[Saved entries]

# # # # #

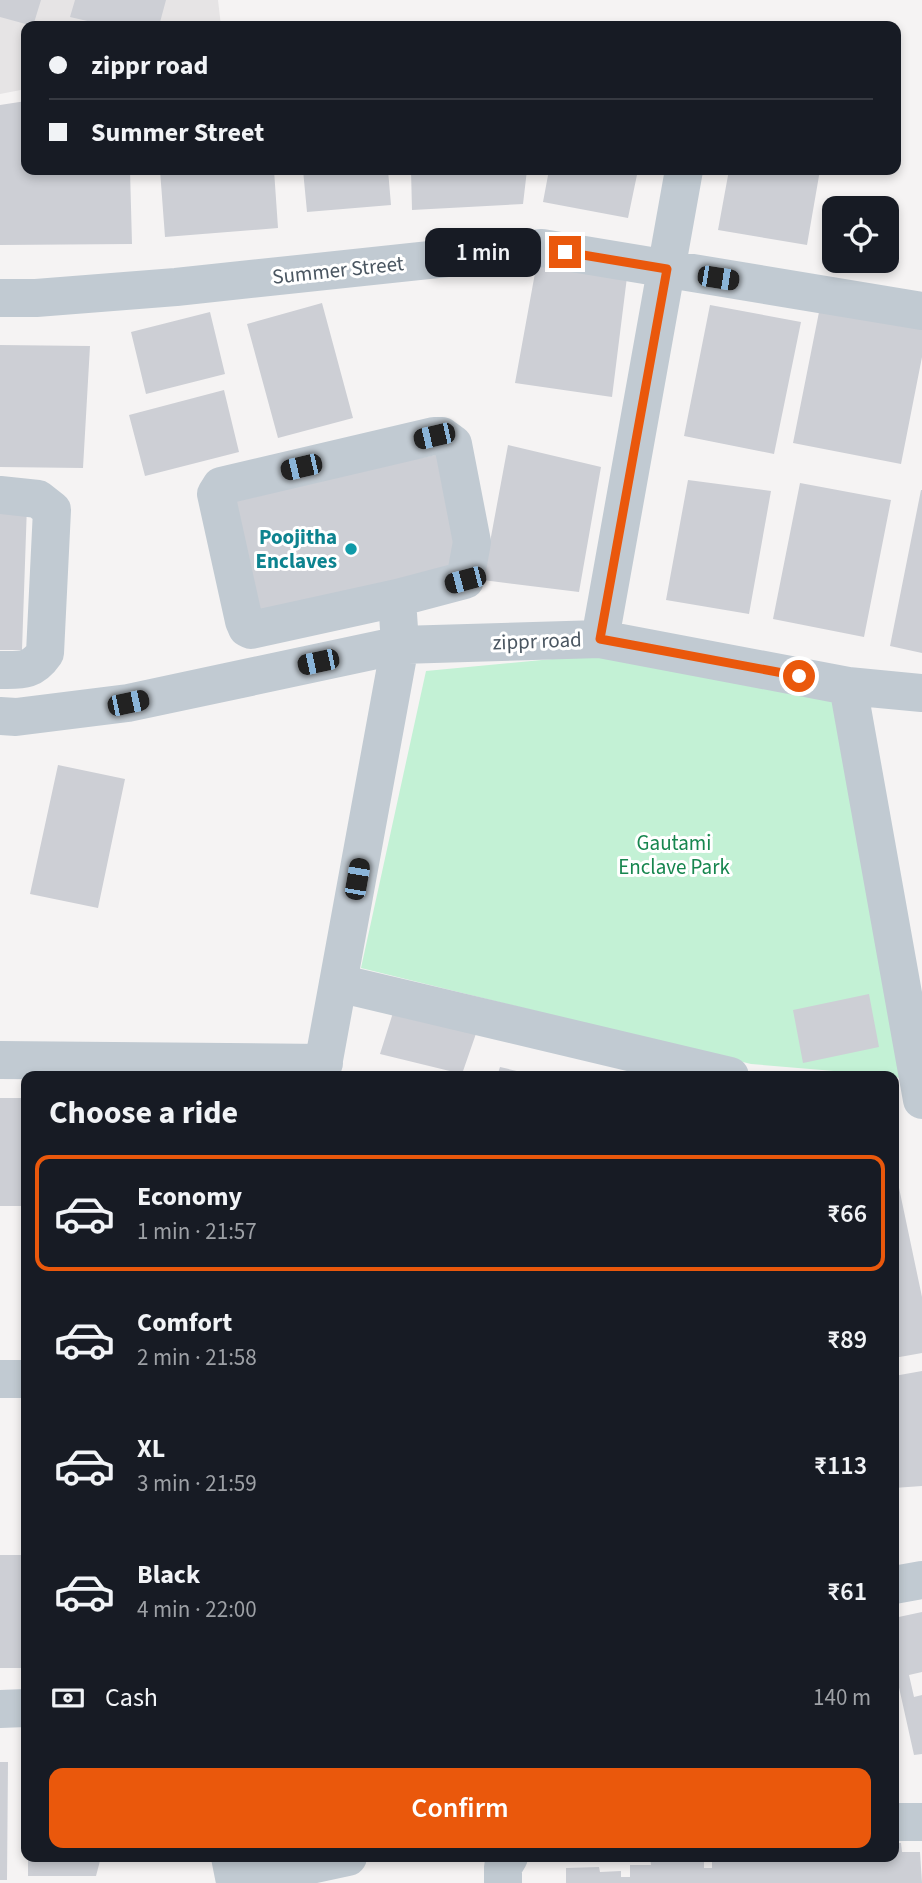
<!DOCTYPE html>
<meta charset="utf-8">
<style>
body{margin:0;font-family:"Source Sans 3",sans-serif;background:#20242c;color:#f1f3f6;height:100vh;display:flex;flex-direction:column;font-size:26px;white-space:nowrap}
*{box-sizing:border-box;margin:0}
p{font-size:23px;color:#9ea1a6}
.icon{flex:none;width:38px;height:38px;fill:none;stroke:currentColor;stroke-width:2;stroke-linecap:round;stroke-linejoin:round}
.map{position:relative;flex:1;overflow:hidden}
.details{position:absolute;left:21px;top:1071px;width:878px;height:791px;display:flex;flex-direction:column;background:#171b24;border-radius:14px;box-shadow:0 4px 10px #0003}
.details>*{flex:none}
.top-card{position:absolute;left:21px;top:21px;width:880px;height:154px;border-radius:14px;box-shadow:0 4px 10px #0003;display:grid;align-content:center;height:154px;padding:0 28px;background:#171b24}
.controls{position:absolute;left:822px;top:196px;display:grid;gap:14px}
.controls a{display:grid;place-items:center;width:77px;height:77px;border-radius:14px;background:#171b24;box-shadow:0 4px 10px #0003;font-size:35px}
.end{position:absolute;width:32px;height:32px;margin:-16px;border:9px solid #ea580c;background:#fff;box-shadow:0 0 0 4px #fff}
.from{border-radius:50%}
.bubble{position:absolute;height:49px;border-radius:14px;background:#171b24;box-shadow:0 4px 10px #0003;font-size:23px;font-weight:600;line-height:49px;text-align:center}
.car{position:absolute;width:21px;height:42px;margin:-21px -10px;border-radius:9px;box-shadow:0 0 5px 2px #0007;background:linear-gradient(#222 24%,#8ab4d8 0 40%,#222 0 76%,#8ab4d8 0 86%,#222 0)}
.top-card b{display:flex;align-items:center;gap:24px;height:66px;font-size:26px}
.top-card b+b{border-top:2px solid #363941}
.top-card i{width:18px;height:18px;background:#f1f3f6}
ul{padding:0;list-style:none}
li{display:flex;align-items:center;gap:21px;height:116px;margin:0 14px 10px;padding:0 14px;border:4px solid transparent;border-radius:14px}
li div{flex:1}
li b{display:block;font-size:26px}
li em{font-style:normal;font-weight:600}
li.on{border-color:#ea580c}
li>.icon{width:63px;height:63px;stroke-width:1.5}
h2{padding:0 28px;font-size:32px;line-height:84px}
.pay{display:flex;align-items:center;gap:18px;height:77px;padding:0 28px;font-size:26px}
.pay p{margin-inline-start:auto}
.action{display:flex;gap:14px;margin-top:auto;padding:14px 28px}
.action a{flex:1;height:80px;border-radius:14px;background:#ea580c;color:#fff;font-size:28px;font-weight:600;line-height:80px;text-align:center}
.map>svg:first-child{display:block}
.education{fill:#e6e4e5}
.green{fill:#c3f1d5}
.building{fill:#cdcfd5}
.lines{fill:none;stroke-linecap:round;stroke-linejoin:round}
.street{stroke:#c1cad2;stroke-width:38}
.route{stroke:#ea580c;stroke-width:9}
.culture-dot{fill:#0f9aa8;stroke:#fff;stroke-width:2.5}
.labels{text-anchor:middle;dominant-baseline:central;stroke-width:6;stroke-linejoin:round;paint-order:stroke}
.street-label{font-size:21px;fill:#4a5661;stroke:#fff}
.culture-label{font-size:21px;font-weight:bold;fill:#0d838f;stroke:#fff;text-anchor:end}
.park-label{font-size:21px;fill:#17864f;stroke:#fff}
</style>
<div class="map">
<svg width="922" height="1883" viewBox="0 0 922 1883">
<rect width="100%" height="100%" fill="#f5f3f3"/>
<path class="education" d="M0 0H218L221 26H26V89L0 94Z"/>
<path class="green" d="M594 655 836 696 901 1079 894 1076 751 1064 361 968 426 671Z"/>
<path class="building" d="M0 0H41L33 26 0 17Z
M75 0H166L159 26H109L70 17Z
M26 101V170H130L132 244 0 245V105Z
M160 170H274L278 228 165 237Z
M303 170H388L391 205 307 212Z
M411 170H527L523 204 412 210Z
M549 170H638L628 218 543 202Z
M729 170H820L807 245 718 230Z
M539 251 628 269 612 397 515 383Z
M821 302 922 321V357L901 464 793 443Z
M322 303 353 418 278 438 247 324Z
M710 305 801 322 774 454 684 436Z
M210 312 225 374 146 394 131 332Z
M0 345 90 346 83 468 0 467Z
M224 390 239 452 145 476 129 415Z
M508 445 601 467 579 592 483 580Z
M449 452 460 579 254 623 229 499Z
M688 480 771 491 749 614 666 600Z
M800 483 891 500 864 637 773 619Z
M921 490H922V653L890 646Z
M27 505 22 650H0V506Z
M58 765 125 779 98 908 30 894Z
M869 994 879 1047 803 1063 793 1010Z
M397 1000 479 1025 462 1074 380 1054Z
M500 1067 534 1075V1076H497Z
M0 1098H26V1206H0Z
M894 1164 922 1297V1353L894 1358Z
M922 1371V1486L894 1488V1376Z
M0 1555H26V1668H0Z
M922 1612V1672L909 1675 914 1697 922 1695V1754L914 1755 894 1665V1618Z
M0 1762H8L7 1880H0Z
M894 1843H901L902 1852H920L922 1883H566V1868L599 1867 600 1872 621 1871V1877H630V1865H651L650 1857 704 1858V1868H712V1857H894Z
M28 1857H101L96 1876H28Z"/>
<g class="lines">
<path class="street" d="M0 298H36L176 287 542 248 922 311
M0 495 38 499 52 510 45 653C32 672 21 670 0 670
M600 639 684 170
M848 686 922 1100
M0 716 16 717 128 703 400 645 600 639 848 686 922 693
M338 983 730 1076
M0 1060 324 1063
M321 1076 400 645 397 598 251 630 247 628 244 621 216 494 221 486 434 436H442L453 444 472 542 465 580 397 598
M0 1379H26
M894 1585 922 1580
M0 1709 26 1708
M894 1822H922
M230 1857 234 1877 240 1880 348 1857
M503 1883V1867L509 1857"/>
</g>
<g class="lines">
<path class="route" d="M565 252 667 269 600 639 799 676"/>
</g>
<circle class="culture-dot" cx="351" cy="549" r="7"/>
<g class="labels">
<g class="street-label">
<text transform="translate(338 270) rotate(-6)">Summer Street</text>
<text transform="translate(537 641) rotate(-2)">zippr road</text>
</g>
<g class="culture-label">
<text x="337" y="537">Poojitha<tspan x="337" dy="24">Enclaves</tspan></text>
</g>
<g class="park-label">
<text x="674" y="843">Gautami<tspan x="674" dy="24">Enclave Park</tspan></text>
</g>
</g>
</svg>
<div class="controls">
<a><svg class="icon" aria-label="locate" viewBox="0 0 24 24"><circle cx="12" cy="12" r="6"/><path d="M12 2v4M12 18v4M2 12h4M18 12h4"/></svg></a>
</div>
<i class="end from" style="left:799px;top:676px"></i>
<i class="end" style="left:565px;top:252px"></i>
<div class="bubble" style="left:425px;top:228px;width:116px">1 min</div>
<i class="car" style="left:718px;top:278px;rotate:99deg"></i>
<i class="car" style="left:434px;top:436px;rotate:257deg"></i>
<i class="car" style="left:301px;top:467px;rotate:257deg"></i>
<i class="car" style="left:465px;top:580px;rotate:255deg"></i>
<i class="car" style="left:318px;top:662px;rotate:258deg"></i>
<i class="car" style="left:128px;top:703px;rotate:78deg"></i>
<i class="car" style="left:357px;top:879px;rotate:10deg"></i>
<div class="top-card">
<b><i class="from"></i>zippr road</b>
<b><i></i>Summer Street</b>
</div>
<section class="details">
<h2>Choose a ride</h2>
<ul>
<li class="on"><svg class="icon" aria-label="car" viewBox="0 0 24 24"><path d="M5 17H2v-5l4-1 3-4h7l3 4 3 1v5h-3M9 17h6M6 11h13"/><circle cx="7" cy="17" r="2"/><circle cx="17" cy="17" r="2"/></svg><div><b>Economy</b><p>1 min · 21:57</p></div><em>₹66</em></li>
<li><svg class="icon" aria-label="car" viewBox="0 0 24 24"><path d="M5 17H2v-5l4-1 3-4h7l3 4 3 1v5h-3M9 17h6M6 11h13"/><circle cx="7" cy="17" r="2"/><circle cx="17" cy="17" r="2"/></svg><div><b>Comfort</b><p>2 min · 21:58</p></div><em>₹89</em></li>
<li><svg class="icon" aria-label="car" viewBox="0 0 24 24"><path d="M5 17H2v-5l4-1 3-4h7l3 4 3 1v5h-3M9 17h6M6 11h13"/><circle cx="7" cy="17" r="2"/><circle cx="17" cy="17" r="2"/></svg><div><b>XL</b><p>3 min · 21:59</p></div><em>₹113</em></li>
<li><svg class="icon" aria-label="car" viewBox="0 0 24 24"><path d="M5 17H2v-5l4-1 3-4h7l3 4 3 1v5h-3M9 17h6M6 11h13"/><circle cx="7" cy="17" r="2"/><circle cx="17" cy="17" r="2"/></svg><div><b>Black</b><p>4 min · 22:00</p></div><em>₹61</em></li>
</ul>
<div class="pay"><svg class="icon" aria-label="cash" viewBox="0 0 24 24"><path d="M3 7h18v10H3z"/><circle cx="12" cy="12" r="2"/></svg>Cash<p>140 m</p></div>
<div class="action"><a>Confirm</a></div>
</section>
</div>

# # # # #

Only lines that contain "none" are needed, so copy each of them from the data.

.icon{flex:none;width:38px;height:38px;fill:none;stroke:currentColor;stroke-width:2;stroke-linecap:round;stroke-linejoin:round}
.details>*{flex:none}
ul{padding:0;list-style:none}
.lines{fill:none;stroke-linecap:round;stroke-linejoin:round}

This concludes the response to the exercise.